Culture / Flinguomanie américaine
L'ombre d'un sniper de l'armée américaine, lors d'une opération de sécurisation en Afghanistan (2010). © Cpl Daniel Blatter/Public Domain
Alors que la tuerie d’Uvalde (Texas, 21 morts, dont 19 enfants) ravive, une triste fois de plus, le débat sur le port d’armes aux Etats-Unis, paraît un récit au plus près de la folie armée américaine. Patrick Declerck, anthropologue et psychanalyste, a fréquenté à trois reprises un stage de formation pour tireurs d’élite. Entre démonstrations de force un peu vaines, instruction pratique et solide cynisme, il raconte.
Il faut poser cela clairement et dès l’abord: Patrick Declerck, anthropologue, psychanalyste, philosophe français et belge, auteur d’une dizaine d’ouvrages salués, n’a aucune imagination. Ce qu’il raconte, c’est du vécu, rien que du vécu. Son premier livre, Les Naufragés. Avec les clochards de Paris (2001) se situe aux limites de la raison et de la société, au Centre d’accueil des sans-abris de Nanterre. Socrate dans la nuit (2012) révèle que l’auteur est atteint d’une tumeur cérébrale inopérable. Quatre ans plus tard, Crâne, le récit de l’opération qui finalement put avoir lieu. Une opération «à cerveau ouvert» au cours de laquelle il était vital que le patient demeurât conscient. Declerck a tout vu, tout vécu, et il raconte. Il ne fait que raconter, et comme le revendique le titre d’un autre de ses ouvrages, le tout est Garanti sans moraline.
Dans la vraie vie, Patrick Declerck est un immense gaillard de près de deux mètres, qui porte fièrement à l’avant de son crâne la cicatrice, le trou d’obus, qu’a laissé la chirurgie. C’est d’une voix toujours posée et douce qu’il parle de son amour des animaux, même les plus repoussants, et du même ton, la main se portant par réflexe à sa ceinture, déclare son peu d’estime pour le genre humain. On peut en croire son expérience: ni Dieu, ni maître, ni morale. D’accord. Mais une éthique.
Il arriva pourtant un moment où ses récits parurent trop invraisemblables. Raconter, dans les dîners parisiens, que vous revenez – diplômé – d’un stage de sniper en Arizona, cela n’est pas du meilleur effet. C’est pourtant du vécu aussi, pour preuve ce livre.

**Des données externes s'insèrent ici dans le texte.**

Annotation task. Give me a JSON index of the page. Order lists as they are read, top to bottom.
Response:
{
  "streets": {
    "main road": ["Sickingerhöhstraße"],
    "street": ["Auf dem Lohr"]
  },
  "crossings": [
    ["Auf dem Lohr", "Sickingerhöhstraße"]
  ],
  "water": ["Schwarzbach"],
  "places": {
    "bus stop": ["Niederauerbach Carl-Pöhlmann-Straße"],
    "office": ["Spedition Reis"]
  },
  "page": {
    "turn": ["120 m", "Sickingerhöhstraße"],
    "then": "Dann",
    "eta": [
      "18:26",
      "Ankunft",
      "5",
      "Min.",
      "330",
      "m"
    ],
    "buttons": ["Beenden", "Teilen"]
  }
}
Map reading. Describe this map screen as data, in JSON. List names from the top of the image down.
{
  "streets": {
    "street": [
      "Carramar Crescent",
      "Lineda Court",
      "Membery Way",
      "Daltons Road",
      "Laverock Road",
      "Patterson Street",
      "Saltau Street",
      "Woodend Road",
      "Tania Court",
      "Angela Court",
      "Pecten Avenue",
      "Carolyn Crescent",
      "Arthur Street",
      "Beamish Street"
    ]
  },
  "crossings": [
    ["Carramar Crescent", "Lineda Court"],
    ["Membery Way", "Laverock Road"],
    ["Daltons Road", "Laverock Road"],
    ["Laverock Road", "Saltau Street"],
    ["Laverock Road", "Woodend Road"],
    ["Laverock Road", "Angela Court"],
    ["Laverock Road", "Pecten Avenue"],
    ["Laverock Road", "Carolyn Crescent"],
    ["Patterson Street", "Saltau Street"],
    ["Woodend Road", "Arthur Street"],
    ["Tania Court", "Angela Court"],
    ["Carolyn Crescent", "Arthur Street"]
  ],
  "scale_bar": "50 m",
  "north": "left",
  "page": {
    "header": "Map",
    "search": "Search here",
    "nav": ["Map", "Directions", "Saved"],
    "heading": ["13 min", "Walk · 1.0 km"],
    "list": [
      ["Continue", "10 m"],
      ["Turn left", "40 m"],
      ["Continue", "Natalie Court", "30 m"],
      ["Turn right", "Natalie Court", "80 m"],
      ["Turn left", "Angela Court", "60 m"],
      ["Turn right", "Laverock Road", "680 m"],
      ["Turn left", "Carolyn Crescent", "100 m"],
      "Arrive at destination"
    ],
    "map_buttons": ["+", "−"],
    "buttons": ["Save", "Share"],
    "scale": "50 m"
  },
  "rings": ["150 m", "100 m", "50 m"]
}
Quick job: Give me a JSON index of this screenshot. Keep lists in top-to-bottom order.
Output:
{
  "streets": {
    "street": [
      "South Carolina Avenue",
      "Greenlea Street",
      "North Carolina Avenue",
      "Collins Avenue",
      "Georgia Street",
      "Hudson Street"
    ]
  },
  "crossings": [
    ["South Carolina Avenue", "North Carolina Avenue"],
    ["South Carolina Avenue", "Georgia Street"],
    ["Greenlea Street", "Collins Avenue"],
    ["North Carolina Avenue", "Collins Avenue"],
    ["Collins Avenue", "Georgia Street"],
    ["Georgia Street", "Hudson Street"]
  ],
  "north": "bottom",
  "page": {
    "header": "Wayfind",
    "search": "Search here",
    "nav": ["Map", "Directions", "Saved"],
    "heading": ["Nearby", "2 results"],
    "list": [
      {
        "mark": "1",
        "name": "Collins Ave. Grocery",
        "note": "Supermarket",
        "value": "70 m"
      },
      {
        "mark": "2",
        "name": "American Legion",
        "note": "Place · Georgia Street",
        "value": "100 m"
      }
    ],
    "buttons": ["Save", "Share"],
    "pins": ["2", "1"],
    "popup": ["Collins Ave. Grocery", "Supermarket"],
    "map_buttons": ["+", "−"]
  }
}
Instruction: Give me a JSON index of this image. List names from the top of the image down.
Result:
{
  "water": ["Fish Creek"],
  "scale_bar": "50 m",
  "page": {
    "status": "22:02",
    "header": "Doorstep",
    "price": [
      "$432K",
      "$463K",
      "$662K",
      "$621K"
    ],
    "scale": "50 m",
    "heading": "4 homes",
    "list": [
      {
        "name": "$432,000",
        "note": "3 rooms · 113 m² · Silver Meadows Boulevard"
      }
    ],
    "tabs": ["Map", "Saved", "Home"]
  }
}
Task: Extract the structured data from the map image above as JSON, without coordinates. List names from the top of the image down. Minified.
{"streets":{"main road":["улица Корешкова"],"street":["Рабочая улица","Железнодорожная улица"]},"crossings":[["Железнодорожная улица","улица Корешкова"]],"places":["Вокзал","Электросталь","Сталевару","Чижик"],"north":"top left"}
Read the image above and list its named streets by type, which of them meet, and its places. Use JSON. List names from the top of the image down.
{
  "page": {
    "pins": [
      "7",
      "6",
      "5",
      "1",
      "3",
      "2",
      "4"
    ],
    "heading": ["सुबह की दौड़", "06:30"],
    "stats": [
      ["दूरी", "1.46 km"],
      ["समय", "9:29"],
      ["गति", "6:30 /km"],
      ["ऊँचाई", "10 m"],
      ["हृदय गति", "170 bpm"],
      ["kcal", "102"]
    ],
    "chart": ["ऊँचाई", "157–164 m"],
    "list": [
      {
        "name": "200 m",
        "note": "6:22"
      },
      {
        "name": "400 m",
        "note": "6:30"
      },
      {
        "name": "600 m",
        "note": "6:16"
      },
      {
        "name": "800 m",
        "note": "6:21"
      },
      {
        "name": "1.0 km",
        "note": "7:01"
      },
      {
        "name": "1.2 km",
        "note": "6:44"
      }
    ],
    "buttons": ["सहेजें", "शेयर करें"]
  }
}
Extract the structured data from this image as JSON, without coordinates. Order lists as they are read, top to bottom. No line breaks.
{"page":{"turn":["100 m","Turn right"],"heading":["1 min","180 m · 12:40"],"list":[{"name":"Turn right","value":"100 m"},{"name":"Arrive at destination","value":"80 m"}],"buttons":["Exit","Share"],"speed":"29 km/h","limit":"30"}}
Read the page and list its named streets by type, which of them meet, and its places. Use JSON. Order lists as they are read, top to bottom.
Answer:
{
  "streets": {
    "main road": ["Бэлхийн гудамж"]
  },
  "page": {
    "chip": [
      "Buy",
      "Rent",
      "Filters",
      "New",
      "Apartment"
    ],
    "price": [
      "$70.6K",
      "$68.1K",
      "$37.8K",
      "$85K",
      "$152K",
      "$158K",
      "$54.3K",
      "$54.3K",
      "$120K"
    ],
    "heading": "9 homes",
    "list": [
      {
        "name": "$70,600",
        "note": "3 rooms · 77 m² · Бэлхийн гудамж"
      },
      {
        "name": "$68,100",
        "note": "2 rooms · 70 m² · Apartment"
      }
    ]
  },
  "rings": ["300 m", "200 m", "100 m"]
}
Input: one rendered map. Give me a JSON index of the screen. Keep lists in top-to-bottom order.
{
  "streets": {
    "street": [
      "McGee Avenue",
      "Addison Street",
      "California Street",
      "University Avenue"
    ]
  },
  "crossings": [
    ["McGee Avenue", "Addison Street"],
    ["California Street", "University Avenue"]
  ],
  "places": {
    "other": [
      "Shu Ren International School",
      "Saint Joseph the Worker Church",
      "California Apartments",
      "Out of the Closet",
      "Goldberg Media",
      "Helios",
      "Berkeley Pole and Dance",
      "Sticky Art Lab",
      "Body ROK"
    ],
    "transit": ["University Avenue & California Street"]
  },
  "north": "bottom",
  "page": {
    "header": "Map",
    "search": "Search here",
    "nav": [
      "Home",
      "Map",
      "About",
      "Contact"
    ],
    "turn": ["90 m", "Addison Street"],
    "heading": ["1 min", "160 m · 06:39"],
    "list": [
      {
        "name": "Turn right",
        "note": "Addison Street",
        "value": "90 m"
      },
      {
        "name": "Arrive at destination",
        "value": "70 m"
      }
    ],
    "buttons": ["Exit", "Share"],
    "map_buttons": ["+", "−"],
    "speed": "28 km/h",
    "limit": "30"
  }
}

Juin 2012, «quelque part dans la banlieue désertique de Phoenix, Arizona», Declerck, après un numéro de persuasion périlleux et un passage des frontières surveillé par le FBI, débarque à la Bolt Action Sniper Academy.
«Sniper, me disais-je. Sniper de moi-même. Et glorieuse hauteur que d’en finir en n’étant plus rien d’autre que ma propre et dernière cible... (...) Doux fantasme d’une petite mise en scène plaisamment narcissique. Coquetterie protestataire de rester, et ce jusqu’à la dernière des dernières secondes, le maître absolu (...)» Voilà pour les dispositions d’esprit. Au moment où Patrick Declerck débarque aux Etats-Unis, il sait qu’à son retour en Europe l’attend une opération au cours de laquelle il a toutes les chances de laisser sa vie, ou son autonomie. Une arme comme porte de sortie potentielle, cela se comprend. Mais une arme de guerre capable de viser une cible à deux kilomètres... Cela semble peu commode pour mettre fin à ses jours.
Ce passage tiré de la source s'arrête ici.